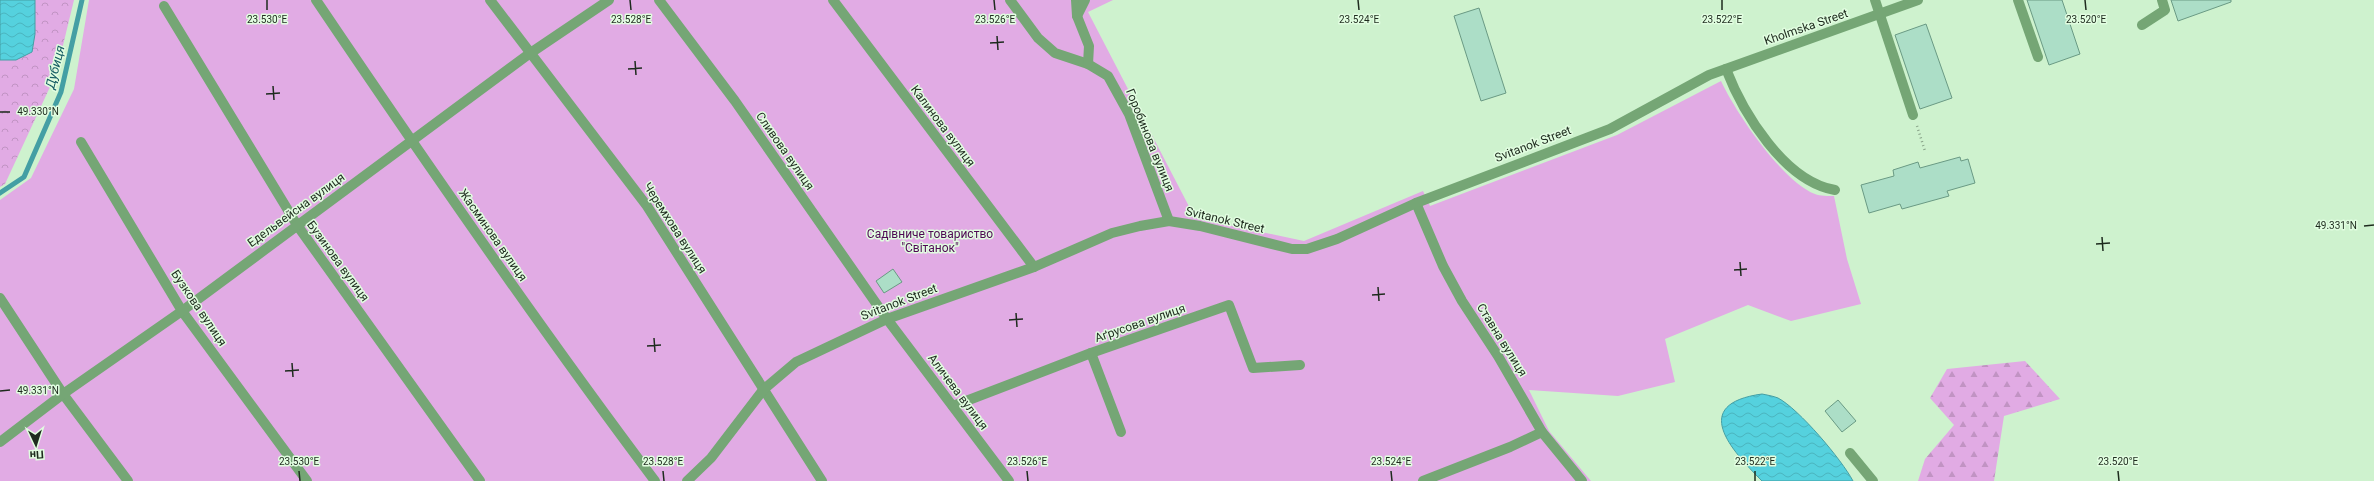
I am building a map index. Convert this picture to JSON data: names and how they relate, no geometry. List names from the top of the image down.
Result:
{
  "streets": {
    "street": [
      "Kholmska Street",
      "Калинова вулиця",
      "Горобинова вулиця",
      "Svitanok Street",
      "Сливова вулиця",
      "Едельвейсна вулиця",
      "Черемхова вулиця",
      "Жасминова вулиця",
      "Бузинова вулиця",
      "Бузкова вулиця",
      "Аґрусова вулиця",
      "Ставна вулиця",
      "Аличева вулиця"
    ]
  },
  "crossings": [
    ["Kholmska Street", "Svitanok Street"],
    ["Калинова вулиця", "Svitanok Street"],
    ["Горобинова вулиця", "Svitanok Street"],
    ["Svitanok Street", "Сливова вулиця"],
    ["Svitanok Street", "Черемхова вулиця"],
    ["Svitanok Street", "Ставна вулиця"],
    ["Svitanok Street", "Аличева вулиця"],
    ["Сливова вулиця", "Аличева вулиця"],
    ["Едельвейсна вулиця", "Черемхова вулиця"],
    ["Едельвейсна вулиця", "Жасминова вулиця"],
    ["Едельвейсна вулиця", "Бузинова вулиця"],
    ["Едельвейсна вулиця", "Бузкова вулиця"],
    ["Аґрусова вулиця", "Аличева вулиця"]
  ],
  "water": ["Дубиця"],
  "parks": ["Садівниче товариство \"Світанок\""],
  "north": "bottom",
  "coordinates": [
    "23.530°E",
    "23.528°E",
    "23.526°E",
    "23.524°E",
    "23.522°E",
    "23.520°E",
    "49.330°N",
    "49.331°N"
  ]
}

++++++

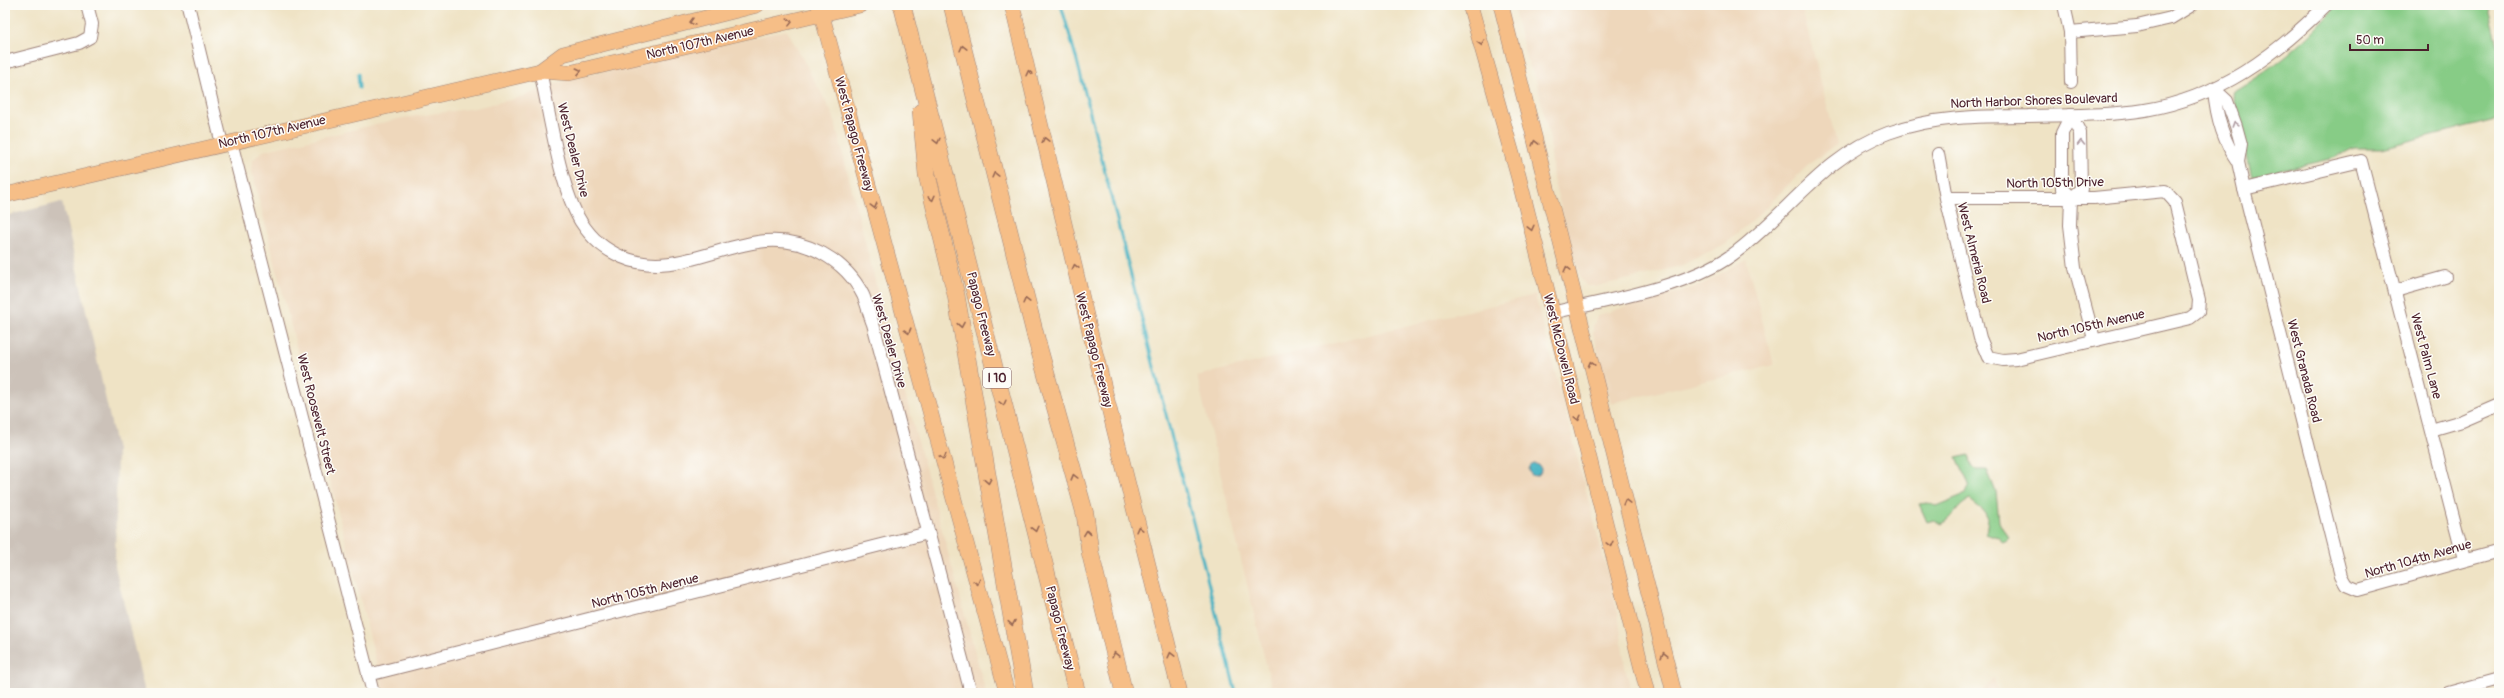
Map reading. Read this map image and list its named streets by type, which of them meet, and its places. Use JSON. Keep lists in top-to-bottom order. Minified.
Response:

++++++

Problem details -> Search the records above for the string "JSON". Report each line that has it.

Solution ->
I am building a map index. Convert this picture to JSON data: names and how they relate, no geometry. List names from the top of the image down.
Map reading. Read this map image and list its named streets by type, which of them meet, and its places. Use JSON. Keep lists in top-to-bottom order. Minified.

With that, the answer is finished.